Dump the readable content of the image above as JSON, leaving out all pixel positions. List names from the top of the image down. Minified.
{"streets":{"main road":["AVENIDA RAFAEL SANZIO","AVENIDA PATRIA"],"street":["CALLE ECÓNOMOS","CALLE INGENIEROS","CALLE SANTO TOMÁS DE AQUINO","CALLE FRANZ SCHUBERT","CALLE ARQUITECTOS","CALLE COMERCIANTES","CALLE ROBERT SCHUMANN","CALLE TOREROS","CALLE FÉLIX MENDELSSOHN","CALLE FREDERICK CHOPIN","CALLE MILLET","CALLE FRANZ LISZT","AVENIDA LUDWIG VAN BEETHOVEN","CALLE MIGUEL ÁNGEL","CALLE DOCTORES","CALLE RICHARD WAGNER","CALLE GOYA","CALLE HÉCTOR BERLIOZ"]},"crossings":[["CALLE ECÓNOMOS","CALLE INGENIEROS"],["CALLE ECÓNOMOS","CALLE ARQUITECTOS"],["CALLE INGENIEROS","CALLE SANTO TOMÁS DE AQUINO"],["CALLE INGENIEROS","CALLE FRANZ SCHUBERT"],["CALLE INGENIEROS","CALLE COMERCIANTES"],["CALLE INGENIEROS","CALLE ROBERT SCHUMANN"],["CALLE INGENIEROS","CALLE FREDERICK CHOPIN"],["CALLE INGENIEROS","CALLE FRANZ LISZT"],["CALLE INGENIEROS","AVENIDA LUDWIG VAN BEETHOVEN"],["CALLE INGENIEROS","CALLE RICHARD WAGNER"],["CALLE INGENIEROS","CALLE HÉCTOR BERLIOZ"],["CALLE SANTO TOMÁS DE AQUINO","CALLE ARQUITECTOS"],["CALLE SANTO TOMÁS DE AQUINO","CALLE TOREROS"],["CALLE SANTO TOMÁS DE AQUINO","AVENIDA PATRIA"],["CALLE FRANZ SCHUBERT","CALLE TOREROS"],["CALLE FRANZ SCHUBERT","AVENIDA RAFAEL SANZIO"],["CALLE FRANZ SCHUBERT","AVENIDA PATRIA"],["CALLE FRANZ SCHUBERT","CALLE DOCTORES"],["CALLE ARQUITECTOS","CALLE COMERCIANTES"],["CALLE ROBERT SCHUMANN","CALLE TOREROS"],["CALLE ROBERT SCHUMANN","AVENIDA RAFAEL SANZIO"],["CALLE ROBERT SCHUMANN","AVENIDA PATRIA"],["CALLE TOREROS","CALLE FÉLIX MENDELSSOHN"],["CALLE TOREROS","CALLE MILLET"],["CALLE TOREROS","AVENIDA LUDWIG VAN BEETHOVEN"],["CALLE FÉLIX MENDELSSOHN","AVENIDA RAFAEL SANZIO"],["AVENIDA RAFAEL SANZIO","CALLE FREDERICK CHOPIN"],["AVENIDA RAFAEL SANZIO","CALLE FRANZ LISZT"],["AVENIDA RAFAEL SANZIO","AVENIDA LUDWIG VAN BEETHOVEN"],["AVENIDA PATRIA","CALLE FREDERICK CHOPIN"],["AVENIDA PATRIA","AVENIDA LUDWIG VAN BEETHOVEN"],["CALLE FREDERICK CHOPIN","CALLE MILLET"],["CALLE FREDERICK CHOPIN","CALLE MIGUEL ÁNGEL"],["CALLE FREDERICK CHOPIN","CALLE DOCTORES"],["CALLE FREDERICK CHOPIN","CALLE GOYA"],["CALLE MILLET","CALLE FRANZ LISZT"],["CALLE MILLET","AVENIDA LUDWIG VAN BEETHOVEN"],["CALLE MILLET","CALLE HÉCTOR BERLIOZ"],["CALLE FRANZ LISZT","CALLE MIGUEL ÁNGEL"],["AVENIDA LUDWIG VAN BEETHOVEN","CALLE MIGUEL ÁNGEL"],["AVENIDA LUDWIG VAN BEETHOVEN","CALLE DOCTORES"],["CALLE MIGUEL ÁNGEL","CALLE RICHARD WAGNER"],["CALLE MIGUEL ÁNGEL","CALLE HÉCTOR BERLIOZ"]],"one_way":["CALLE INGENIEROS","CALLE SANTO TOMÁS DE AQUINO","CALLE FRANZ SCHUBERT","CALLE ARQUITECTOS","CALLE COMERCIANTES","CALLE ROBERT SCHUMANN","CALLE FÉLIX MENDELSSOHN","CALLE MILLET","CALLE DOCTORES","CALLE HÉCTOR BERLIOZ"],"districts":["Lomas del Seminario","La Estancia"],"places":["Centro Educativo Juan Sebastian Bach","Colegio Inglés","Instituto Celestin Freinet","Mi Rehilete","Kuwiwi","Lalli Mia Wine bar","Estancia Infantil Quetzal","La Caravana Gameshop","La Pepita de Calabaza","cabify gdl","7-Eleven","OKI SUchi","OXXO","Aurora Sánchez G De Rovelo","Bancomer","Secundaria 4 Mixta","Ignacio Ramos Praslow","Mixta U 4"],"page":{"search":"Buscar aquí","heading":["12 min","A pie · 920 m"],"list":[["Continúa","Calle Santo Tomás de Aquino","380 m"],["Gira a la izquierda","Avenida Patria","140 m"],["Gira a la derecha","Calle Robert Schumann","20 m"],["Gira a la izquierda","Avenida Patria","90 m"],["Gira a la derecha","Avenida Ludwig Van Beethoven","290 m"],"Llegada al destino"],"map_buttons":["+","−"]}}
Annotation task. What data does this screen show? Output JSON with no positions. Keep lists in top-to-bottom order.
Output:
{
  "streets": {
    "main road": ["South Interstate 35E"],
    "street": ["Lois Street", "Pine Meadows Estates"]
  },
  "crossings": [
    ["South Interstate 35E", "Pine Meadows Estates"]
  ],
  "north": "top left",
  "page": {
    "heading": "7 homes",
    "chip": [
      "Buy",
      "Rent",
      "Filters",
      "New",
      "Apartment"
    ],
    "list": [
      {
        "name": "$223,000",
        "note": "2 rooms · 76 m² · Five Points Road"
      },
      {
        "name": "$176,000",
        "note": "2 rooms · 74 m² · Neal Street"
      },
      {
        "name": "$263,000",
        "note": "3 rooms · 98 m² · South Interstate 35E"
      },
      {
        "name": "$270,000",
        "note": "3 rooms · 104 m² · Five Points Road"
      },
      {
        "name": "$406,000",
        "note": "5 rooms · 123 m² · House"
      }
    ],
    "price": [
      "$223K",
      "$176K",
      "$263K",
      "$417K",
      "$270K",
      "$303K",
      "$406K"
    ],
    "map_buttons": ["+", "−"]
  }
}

.....

▶ **YOUR INSTRUCTIONS**:
Word for word and line for line, give the material again.

▶ **RESULT**:
Dump the readable content of the image above as JSON, leaving out all pixel positions. List names from the top of the image down. Minified.
{"streets":{"main road":["AVENIDA RAFAEL SANZIO","AVENIDA PATRIA"],"street":["CALLE ECÓNOMOS","CALLE INGENIEROS","CALLE SANTO TOMÁS DE AQUINO","CALLE FRANZ SCHUBERT","CALLE ARQUITECTOS","CALLE COMERCIANTES","CALLE ROBERT SCHUMANN","CALLE TOREROS","CALLE FÉLIX MENDELSSOHN","CALLE FREDERICK CHOPIN","CALLE MILLET","CALLE FRANZ LISZT","AVENIDA LUDWIG VAN BEETHOVEN","CALLE MIGUEL ÁNGEL","CALLE DOCTORES","CALLE RICHARD WAGNER","CALLE GOYA","CALLE HÉCTOR BERLIOZ"]},"crossings":[["CALLE ECÓNOMOS","CALLE INGENIEROS"],["CALLE ECÓNOMOS","CALLE ARQUITECTOS"],["CALLE INGENIEROS","CALLE SANTO TOMÁS DE AQUINO"],["CALLE INGENIEROS","CALLE FRANZ SCHUBERT"],["CALLE INGENIEROS","CALLE COMERCIANTES"],["CALLE INGENIEROS","CALLE ROBERT SCHUMANN"],["CALLE INGENIEROS","CALLE FREDERICK CHOPIN"],["CALLE INGENIEROS","CALLE FRANZ LISZT"],["CALLE INGENIEROS","AVENIDA LUDWIG VAN BEETHOVEN"],["CALLE INGENIEROS","CALLE RICHARD WAGNER"],["CALLE INGENIEROS","CALLE HÉCTOR BERLIOZ"],["CALLE SANTO TOMÁS DE AQUINO","CALLE ARQUITECTOS"],["CALLE SANTO TOMÁS DE AQUINO","CALLE TOREROS"],["CALLE SANTO TOMÁS DE AQUINO","AVENIDA PATRIA"],["CALLE FRANZ SCHUBERT","CALLE TOREROS"],["CALLE FRANZ SCHUBERT","AVENIDA RAFAEL SANZIO"],["CALLE FRANZ SCHUBERT","AVENIDA PATRIA"],["CALLE FRANZ SCHUBERT","CALLE DOCTORES"],["CALLE ARQUITECTOS","CALLE COMERCIANTES"],["CALLE ROBERT SCHUMANN","CALLE TOREROS"],["CALLE ROBERT SCHUMANN","AVENIDA RAFAEL SANZIO"],["CALLE ROBERT SCHUMANN","AVENIDA PATRIA"],["CALLE TOREROS","CALLE FÉLIX MENDELSSOHN"],["CALLE TOREROS","CALLE MILLET"],["CALLE TOREROS","AVENIDA LUDWIG VAN BEETHOVEN"],["CALLE FÉLIX MENDELSSOHN","AVENIDA RAFAEL SANZIO"],["AVENIDA RAFAEL SANZIO","CALLE FREDERICK CHOPIN"],["AVENIDA RAFAEL SANZIO","CALLE FRANZ LISZT"],["AVENIDA RAFAEL SANZIO","AVENIDA LUDWIG VAN BEETHOVEN"],["AVENIDA PATRIA","CALLE FREDERICK CHOPIN"],["AVENIDA PATRIA","AVENIDA LUDWIG VAN BEETHOVEN"],["CALLE FREDERICK CHOPIN","CALLE MILLET"],["CALLE FREDERICK CHOPIN","CALLE MIGUEL ÁNGEL"],["CALLE FREDERICK CHOPIN","CALLE DOCTORES"],["CALLE FREDERICK CHOPIN","CALLE GOYA"],["CALLE MILLET","CALLE FRANZ LISZT"],["CALLE MILLET","AVENIDA LUDWIG VAN BEETHOVEN"],["CALLE MILLET","CALLE HÉCTOR BERLIOZ"],["CALLE FRANZ LISZT","CALLE MIGUEL ÁNGEL"],["AVENIDA LUDWIG VAN BEETHOVEN","CALLE MIGUEL ÁNGEL"],["AVENIDA LUDWIG VAN BEETHOVEN","CALLE DOCTORES"],["CALLE MIGUEL ÁNGEL","CALLE RICHARD WAGNER"],["CALLE MIGUEL ÁNGEL","CALLE HÉCTOR BERLIOZ"]],"one_way":["CALLE INGENIEROS","CALLE SANTO TOMÁS DE AQUINO","CALLE FRANZ SCHUBERT","CALLE ARQUITECTOS","CALLE COMERCIANTES","CALLE ROBERT SCHUMANN","CALLE FÉLIX MENDELSSOHN","CALLE MILLET","CALLE DOCTORES","CALLE HÉCTOR BERLIOZ"],"districts":["Lomas del Seminario","La Estancia"],"places":["Centro Educativo Juan Sebastian Bach","Colegio Inglés","Instituto Celestin Freinet","Mi Rehilete","Kuwiwi","Lalli Mia Wine bar","Estancia Infantil Quetzal","La Caravana Gameshop","La Pepita de Calabaza","cabify gdl","7-Eleven","OKI SUchi","OXXO","Aurora Sánchez G De Rovelo","Bancomer","Secundaria 4 Mixta","Ignacio Ramos Praslow","Mixta U 4"],"page":{"search":"Buscar aquí","heading":["12 min","A pie · 920 m"],"list":[["Continúa","Calle Santo Tomás de Aquino","380 m"],["Gira a la izquierda","Avenida Patria","140 m"],["Gira a la derecha","Calle Robert Schumann","20 m"],["Gira a la izquierda","Avenida Patria","90 m"],["Gira a la derecha","Avenida Ludwig Van Beethoven","290 m"],"Llegada al destino"],"map_buttons":["+","−"]}}
Annotation task. What data does this screen show? Output JSON with no positions. Keep lists in top-to-bottom order.
Output:
{
  "streets": {
    "main road": ["South Interstate 35E"],
    "street": ["Lois Street", "Pine Meadows Estates"]
  },
  "crossings": [
    ["South Interstate 35E", "Pine Meadows Estates"]
  ],
  "north": "top left",
  "page": {
    "heading": "7 homes",
    "chip": [
      "Buy",
      "Rent",
      "Filters",
      "New",
      "Apartment"
    ],
    "list": [
      {
        "name": "$223,000",
        "note": "2 rooms · 76 m² · Five Points Road"
      },
      {
        "name": "$176,000",
        "note": "2 rooms · 74 m² · Neal Street"
      },
      {
        "name": "$263,000",
        "note": "3 rooms · 98 m² · South Interstate 35E"
      },
      {
        "name": "$270,000",
        "note": "3 rooms · 104 m² · Five Points Road"
      },
      {
        "name": "$406,000",
        "note": "5 rooms · 123 m² · House"
      }
    ],
    "price": [
      "$223K",
      "$176K",
      "$263K",
      "$417K",
      "$270K",
      "$303K",
      "$406K"
    ],
    "map_buttons": ["+", "−"]
  }
}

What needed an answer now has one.